La historia de Tatiana y Malena Laurent, dos hermanas cipoleñas que hace cinco años impulsaron su emprendimiento textil Yedra, acaba de sumar un capítulo inesperado: una de sus remeras llegó al vestuario de la artista internacional Rosalía.
Malena relató cómo se dio el contacto con el equipo de estilismo de la cantante: “Fue un sueño, somos muy fans de Rosalía, la seguimos desde hace tiempo. Teníamos entrada para verla y por ella nos contactamos con su equipo.
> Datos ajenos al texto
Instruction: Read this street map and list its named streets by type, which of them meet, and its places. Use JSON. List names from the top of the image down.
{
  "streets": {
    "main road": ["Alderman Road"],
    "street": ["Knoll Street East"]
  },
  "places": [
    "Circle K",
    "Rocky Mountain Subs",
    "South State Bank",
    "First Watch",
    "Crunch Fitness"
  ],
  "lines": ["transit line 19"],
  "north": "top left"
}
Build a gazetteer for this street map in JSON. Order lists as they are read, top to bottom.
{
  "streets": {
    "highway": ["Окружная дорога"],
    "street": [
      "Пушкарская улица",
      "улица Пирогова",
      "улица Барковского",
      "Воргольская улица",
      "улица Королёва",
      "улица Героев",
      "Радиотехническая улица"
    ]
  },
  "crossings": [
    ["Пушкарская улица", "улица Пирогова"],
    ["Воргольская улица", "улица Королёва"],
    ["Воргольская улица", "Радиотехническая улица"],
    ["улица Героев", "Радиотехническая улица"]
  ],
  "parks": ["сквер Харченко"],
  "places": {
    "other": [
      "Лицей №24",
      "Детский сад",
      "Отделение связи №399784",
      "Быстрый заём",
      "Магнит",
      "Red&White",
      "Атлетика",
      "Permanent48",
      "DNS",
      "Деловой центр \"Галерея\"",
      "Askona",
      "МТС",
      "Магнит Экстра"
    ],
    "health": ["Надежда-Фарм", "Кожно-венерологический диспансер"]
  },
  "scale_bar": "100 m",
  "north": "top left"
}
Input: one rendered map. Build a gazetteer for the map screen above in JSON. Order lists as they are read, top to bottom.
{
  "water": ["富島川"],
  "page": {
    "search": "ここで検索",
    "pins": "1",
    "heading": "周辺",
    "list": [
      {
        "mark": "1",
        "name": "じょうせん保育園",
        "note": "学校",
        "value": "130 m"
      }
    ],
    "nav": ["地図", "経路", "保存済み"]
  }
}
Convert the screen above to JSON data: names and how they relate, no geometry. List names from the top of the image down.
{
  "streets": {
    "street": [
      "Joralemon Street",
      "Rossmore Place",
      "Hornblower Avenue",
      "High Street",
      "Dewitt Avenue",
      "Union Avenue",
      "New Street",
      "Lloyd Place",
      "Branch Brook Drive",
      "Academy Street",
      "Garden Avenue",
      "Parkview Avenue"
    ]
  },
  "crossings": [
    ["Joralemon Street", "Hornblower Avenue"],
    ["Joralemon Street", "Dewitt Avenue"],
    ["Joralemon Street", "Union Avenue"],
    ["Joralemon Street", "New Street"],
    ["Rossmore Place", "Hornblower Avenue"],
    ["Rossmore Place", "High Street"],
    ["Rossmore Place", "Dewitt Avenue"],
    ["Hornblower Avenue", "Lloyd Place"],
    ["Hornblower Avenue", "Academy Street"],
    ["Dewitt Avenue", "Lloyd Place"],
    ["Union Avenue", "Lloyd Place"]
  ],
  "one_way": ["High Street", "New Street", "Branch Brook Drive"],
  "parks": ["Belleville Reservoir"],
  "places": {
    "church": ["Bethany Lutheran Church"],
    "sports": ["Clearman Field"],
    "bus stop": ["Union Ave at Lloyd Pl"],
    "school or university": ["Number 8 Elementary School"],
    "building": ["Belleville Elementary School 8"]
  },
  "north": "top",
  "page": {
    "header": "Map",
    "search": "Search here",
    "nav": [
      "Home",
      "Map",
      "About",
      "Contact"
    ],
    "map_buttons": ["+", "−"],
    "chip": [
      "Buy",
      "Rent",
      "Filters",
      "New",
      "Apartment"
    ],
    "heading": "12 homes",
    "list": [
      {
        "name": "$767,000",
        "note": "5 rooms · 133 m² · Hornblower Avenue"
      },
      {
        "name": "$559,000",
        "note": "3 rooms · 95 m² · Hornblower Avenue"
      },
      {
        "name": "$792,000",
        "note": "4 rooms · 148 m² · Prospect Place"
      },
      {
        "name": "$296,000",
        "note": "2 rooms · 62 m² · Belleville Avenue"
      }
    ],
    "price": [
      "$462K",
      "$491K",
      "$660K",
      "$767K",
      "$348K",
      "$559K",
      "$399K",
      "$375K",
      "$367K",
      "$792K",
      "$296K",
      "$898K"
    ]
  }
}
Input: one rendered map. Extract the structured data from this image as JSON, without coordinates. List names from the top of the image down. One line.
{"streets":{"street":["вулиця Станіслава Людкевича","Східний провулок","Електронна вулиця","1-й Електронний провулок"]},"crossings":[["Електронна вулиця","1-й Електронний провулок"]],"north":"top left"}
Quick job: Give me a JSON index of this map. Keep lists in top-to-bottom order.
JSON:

Nos contestaron que les gustaron las remeras. Fue un buen trato, muy amoroso. Fueron tres días de mensajes, todo muy rápido hasta que coordinamos el envío”, recordó.
La prenda elegida para el último show de Rosalía lleva el nombre “Me guía una estrella”, diseñada con referencias de mitología griega. “Mi hermana es la que pinta a mano y al óleo, y después las trabajamos en la compu. También enviamos otra inspirada en Rafaela Carrá y un vampiro, que todavía no la usó. Todas las prendas que hacemos tienen referencia al mundo artístico. Partimos de cosas que nos gustan, de libros, de música”, explicó a Mejor Informado.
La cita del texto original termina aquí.